Latest Michael Jackson Documentary Features Sexually Abused Victims.

License: Creative Comms Original file: Flickr Author: Zoran Veselinovic

Leaving Neverland, directed by Dan Reed was first aired at the Sundance Film Festival in 2019, it’s a documentary film that features the testimonies of two men who claim that they were sexually abused by Michael Jackson when they were children. Wade Robson and James Safechuck, the former were in their thirties and the latter in their forties at the time of the film’s release, this documentary talks about the pop sensation who allegedly molested them at the Neverland Ranch as well as at the singer’s apartment at Century City. The film, denounced by Michael Jackson’s estate, has drawn mixed reactions from the public.

Wade Robson, born in Australia, first met Michael Jackson in 1987 after winning a dance competition in Brisbane.

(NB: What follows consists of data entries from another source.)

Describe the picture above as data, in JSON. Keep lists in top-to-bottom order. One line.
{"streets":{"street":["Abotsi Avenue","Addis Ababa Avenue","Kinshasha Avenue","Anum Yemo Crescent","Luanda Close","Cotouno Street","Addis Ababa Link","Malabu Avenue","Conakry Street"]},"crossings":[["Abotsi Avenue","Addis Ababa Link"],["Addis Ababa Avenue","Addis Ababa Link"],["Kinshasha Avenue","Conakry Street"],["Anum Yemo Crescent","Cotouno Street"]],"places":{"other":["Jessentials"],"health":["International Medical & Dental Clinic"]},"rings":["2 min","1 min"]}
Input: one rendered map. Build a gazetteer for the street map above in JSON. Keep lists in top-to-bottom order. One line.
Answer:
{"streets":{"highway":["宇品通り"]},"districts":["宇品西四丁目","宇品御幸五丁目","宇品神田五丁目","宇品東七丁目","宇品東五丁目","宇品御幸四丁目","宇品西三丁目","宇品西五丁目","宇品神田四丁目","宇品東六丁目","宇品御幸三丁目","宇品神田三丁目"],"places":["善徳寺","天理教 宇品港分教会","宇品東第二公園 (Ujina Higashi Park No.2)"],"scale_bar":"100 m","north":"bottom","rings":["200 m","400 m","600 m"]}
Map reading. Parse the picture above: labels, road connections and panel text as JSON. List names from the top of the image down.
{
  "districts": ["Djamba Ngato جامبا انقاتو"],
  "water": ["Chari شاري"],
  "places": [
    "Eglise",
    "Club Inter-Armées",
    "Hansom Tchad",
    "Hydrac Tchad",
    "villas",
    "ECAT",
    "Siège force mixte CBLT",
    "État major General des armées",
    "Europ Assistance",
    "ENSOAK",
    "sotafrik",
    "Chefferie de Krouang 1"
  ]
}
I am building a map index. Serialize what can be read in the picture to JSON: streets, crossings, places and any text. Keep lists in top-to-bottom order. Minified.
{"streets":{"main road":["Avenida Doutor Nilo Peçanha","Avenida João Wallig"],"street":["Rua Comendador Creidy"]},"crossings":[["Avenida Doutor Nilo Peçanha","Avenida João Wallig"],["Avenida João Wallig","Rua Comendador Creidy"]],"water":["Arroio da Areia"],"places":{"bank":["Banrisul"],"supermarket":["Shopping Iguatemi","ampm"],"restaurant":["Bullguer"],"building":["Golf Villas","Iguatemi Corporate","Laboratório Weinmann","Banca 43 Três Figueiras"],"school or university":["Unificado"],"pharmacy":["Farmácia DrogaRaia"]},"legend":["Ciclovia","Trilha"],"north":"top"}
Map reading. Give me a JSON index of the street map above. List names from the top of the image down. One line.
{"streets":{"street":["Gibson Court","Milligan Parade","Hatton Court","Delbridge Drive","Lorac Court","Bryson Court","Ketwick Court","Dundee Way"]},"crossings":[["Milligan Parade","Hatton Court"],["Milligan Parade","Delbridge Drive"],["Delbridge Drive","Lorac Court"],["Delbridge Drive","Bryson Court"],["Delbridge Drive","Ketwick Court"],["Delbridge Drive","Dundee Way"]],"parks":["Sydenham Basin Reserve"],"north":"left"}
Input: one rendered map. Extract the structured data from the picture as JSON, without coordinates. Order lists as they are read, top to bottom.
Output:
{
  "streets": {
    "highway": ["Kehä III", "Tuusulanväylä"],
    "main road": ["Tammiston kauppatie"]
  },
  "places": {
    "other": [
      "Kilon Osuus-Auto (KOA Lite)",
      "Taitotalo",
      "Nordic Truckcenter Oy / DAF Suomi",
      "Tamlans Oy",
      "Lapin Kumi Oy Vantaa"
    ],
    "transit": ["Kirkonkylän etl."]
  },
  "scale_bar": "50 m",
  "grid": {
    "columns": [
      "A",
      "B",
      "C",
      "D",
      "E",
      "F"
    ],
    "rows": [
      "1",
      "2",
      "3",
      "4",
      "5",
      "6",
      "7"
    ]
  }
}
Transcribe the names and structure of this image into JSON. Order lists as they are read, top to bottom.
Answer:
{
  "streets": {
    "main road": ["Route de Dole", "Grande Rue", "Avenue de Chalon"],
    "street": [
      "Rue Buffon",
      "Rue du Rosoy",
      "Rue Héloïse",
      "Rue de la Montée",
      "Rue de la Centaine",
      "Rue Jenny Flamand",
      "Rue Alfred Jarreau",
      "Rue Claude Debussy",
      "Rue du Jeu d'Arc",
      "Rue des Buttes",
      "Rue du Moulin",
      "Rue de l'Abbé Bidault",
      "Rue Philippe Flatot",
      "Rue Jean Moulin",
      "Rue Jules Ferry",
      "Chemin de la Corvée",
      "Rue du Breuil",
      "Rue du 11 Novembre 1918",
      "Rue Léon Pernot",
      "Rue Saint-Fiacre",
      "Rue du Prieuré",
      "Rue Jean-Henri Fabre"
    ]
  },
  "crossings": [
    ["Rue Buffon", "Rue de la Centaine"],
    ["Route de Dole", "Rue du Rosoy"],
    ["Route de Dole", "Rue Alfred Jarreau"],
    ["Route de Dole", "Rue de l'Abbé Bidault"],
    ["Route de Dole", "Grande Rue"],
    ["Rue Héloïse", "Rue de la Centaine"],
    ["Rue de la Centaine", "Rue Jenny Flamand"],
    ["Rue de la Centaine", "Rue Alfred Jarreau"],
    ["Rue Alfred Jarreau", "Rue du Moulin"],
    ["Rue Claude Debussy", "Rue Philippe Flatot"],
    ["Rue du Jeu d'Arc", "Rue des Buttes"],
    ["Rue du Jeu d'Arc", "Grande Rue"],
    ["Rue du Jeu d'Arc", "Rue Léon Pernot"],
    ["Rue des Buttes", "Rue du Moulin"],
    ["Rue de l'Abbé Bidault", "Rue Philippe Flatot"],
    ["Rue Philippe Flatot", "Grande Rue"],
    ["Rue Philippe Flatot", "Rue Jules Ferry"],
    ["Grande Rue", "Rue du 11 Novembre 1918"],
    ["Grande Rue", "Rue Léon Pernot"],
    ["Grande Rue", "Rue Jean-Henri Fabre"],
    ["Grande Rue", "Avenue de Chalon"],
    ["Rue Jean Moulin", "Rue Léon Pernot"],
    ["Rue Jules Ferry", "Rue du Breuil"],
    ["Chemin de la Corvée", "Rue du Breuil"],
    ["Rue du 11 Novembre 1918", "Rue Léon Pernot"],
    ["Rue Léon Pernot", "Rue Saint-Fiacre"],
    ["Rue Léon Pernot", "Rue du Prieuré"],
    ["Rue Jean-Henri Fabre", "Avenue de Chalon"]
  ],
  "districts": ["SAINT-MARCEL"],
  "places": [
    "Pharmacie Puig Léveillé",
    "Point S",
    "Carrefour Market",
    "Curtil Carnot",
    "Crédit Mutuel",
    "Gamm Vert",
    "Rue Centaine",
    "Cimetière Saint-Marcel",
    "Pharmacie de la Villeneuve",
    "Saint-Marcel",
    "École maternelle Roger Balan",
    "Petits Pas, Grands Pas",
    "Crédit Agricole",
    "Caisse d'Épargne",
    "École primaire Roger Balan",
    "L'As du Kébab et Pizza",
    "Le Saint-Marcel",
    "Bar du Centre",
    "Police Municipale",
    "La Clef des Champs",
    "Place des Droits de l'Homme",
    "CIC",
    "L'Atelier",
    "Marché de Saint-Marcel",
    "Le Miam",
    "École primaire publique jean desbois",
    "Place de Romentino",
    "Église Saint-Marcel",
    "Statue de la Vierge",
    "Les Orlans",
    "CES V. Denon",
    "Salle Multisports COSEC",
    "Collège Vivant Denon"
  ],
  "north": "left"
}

The boy, aged five at the time, won the opportunity to meet Jackson in person and was given tickets to see him perform live during the Bad world concert tour. Jackson befriended Robson and hired the boy to perform in the Black and WhiteHeal the World and Jam music videos. Robson, having spent years defending Jackson, claimed in 2013 that the entertainer had sexually abused him when he was between the ages of seven and fourteen.

James Safechuck, a computer programmer and father of two, first met Michael Jackson in 1988 when he starred alongside the singer in an advert for Pepsi Cola. The pop sensation invited Safechuck, then ten-years-old, to accompany him on the Bad tour and on one occasion the child actor joined his idol on stage and performed the moonwalk. A friendship was established between Jackson and the Safechuck family, with both parties staying around one another’s houses, and James Safechuck alleges that Michael Jackson molested him on a regular basis at the Neverland Ranch.
The two-part documentary, which airs on Home Box Office (HBO) in America and will also be shown on Channel 4 in Britain, runs for just under four hours and contains detailed interviews with Wade Robson and James Starchuck as well as members of their families. Jackson is said to have groomed the two boys and their families, buying expensive gifts for the parents of the two boys and seeking permission for the children to sleep with him in his bedroom, while Robson and Starchuck recount the sexual abuse that they claim to have suffered in graphic detail.

Both men allege that the abuse started with fonding and kissing and escalated into oral sex and, as they entered their teenage years, ended with full penetrative sex. Jackson, his accusers claim, would begin to lose interest in his alleged victims once they had started puberty and would begin to seek out new boys to groom and later abuse. Michael Jackson’s die-hard fans have accused Robson and Starchuck of lying while Taj Jackson, Michael Jackson’s nephew, has defended his late uncle and stated that the singer’s unorthodox behaviour was due to his lack of a childhood.